• What to produce
Wherever a line of the records contains "Keep", copy that line.

=== Data in this exercise ===

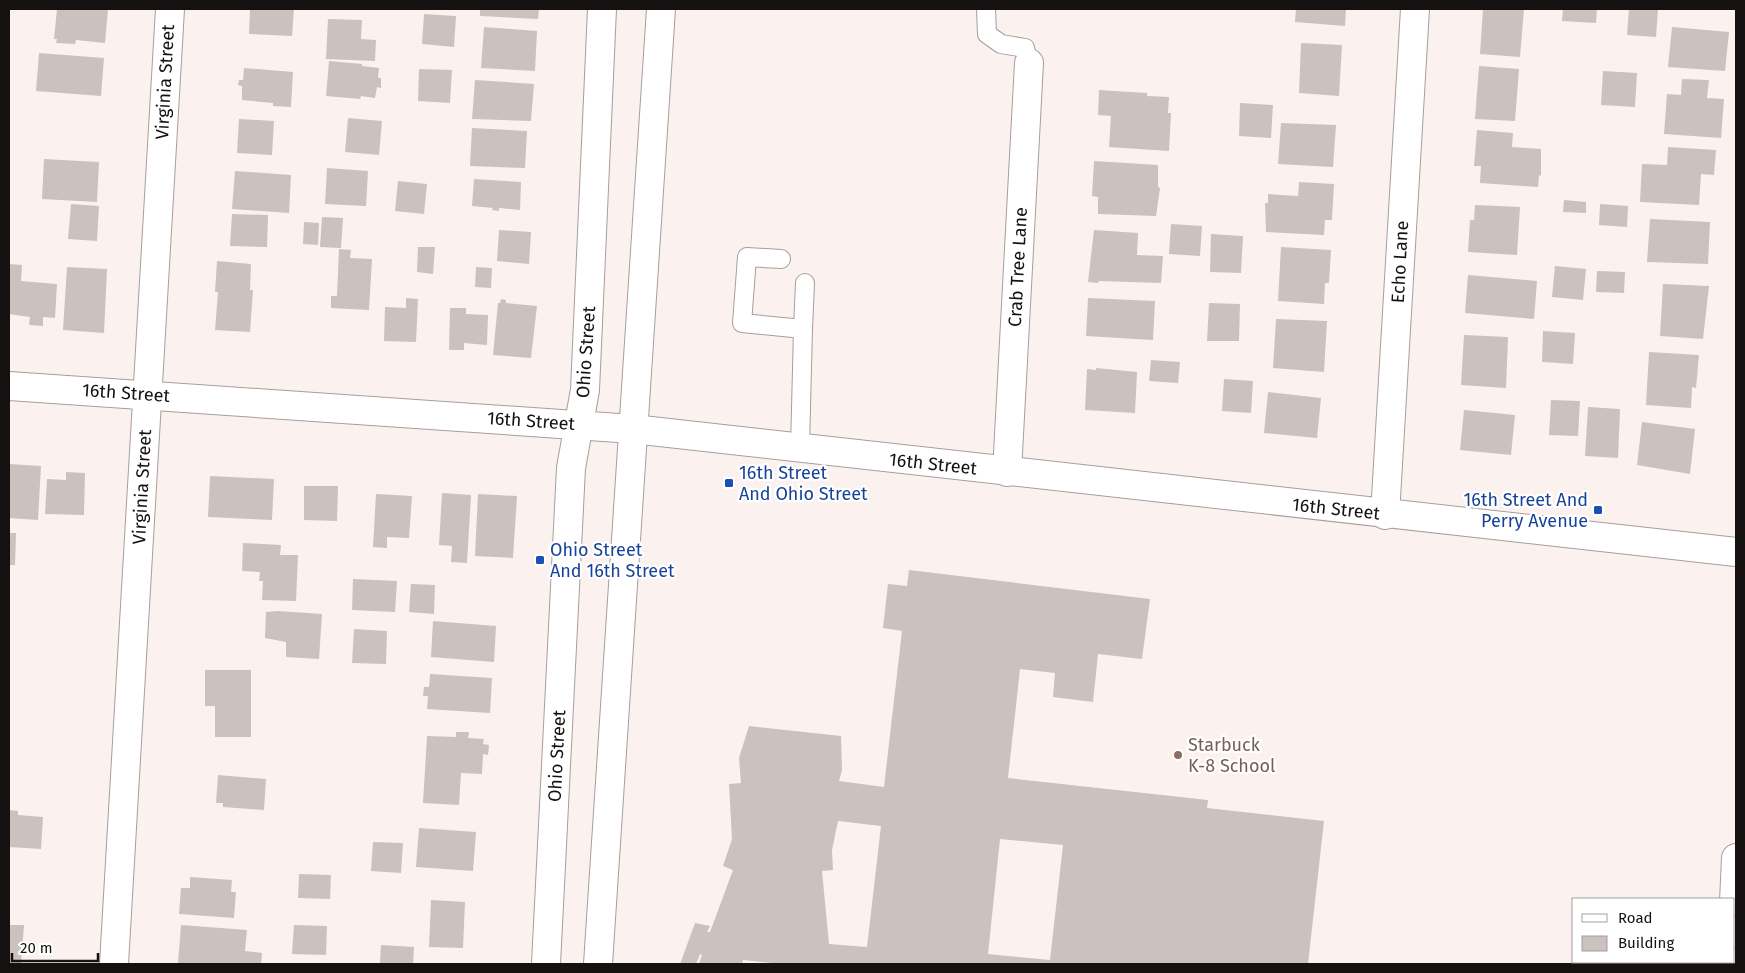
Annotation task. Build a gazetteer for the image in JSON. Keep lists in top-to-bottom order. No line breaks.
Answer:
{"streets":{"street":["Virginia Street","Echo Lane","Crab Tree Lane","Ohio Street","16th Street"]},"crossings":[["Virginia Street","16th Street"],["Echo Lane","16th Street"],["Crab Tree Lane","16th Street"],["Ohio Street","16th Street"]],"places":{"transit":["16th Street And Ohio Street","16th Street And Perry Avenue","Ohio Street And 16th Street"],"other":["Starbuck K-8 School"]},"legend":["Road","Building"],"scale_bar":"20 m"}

===
=== Data in this exercise ===

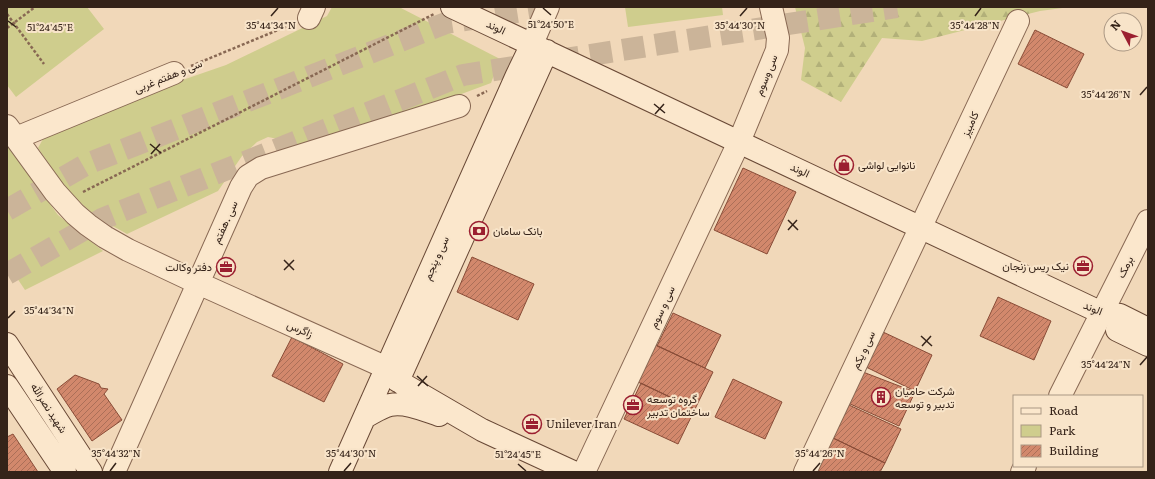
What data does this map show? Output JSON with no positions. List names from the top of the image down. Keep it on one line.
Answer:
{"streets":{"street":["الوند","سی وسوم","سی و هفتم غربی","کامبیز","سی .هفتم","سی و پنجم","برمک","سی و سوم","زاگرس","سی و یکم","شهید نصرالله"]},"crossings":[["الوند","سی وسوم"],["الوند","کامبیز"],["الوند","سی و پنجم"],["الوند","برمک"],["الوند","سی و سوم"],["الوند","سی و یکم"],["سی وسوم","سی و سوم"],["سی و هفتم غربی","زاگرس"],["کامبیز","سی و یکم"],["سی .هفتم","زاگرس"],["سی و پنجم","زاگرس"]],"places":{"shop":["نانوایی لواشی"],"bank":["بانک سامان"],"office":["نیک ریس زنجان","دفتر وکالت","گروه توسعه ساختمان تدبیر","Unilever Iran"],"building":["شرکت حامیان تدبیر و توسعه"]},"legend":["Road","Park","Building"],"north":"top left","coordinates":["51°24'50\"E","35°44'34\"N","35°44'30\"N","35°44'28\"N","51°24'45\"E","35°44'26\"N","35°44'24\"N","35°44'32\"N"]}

===

• Response to this task
Annotation task. Build a gazetteer for the image in JSON. Keep lists in top-to-bottom order. No line breaks.
What data does this map show? Output JSON with no positions. List names from the top of the image down. Keep it on one line.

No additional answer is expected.